Bikes: A green one, "Ragleigh," or something.

In that case, match the freewheel to the hubs on the wheel set you end up with. If you end up with old French threaded hubs, you'll need a French threaded freewheel. Most of the stuff you'll find these days is "English" (USA, Japanese) threaded. The main thing about fitting the freewheel to the hub is the axel and lock nut have to ride out a bit further than the small cog on the freewheel, so that small cog isn't rubbing on the dropout, and there's enough space for the chain to get on and off the small cog.

The dropouts on your steel frame can stretch a bit to fit in a 126 or 130mm hub, but a bike that old is likely currently spaced to 120 mm on the dropouts. A 126mm hub (typical for 6 or 7 speed freewheels) is going to be a tight fit, 130mm even tighter. The rear triangle can be cold set (google it) to fit properly with whatever size hub you end up with.

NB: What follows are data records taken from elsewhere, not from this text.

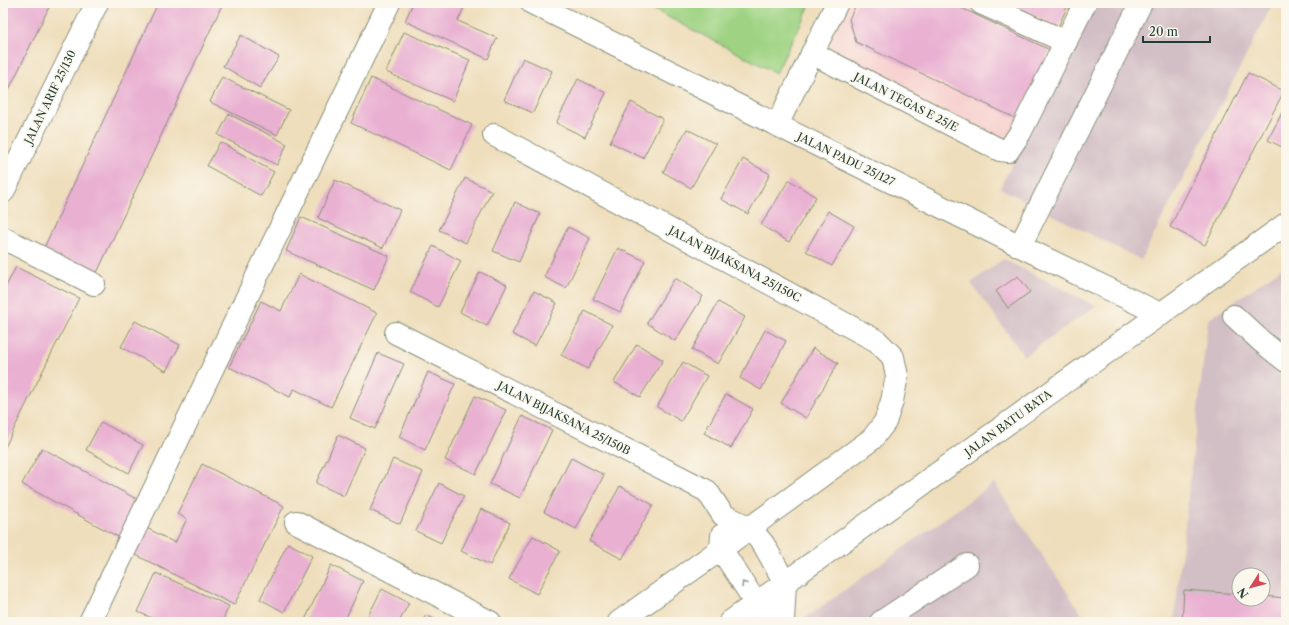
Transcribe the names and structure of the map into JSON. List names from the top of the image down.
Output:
{
  "streets": {
    "street": [
      "JALAN ARIF 25/130",
      "JALAN TEGAS E 25/E",
      "JALAN PADU 25/127",
      "JALAN BIJAKSANA 25/150C",
      "JALAN BIJAKSANA 25/150B",
      "JALAN BATU BATA"
    ]
  },
  "crossings": [
    ["JALAN PADU 25/127", "JALAN BATU BATA"]
  ],
  "scale_bar": "20 m",
  "north": "bottom left"
}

I've never used a Svelto derailleur, but I know it's pretty old. Anecdotally, every derailleur I've ever tried has been adjustable enough to shift 6 or 7 cogs easily enough, but not sure about that one.

I was recently working on my sister's old 1977 Nomade and its a very low-end, sorta heavy, nothing-special bike. Don't spend too much money on yours, you'll never get it back on resale.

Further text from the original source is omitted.